Library days in my classes are like mini-holidays. They are scheduled and they are days we look forward to! I post it on the board and we count down the day!
I try to schedule a library visit at least once during each grading period (for us that’s once every 6 weeks) more if it works into our schedule. With each library visit I ask the librarian to do a quick book talk of a few current titles before I release students to browse the stacks. I like this for a few reasons 1) Student see another adult talking about books and 2) it gets everyone in the library and settled before they are “set free” and it curbs many of the unwanted behaviors before they start.
Invite other staff members to share about books
Even if you work in a building where reading is not celebrated, I bet there are people on staff who have a love of reading and would be willing to share that love with the students in your class. Invite other staff members such as instructional aides, counselors, administration, secretaries, lunch ladies, anyone really, into your class to share about what they’re currently reading. Many would love an opportunity to interact with your students in this way – It never hurts to ask!

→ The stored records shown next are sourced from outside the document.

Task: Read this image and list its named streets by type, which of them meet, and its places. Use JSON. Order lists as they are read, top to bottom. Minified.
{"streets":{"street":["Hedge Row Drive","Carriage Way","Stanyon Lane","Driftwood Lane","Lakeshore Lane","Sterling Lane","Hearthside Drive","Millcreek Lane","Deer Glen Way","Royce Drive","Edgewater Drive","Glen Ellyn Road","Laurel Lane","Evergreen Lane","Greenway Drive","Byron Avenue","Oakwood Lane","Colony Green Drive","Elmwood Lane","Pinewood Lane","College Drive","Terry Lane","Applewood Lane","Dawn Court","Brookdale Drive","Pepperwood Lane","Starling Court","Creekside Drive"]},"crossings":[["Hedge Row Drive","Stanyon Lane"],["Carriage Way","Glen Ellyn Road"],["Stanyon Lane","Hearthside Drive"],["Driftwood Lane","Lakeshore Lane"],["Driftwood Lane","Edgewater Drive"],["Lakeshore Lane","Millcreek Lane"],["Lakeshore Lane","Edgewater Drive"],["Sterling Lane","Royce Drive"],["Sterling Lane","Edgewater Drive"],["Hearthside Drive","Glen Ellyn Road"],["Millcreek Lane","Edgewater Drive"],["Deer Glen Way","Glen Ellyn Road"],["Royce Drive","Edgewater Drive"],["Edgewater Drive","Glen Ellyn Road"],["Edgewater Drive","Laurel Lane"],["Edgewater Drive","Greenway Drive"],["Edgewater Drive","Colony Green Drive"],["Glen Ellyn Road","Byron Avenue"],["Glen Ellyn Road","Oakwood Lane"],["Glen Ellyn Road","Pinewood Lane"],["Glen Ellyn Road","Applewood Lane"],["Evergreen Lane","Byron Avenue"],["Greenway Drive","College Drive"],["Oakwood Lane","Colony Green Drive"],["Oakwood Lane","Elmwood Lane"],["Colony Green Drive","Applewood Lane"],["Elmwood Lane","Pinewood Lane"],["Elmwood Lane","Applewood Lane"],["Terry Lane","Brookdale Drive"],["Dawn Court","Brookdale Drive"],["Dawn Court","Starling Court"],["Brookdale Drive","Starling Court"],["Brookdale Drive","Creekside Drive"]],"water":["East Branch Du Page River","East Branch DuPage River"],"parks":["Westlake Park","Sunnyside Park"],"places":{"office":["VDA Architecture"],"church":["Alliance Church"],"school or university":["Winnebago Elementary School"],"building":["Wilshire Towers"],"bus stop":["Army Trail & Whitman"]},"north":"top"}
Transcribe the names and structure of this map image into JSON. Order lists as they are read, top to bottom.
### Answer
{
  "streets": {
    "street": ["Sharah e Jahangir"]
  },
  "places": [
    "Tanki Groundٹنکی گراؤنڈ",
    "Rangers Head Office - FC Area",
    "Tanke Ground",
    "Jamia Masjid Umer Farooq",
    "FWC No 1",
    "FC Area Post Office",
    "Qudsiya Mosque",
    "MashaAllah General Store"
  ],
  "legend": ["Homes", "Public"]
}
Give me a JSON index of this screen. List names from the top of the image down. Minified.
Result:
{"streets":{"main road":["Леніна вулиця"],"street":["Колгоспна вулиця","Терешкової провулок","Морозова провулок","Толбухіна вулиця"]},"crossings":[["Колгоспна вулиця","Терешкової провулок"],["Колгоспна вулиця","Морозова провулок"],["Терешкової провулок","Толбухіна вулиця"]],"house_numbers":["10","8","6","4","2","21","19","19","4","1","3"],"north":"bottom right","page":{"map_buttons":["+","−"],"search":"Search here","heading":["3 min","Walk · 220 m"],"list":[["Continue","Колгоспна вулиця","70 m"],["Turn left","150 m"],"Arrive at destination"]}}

Create a low-risk environment for students to try new genres
If students are not used to choosing their own books, the thought of choosing a book they might not like can be a barrier to trying anything at all. Make it acceptable for students to abandon a book if they don’t like it. [see discussion on abandoning books here]
Creating a culture of reading in your class doesn’t mean putting on a dog and pony show about how great reading is. Be genuine with your students when you talk about books. Be honest with them when you share your struggles, your successes and the risks that you’ve taken. Whenever possible, invite other adults to share their love of reading with your class.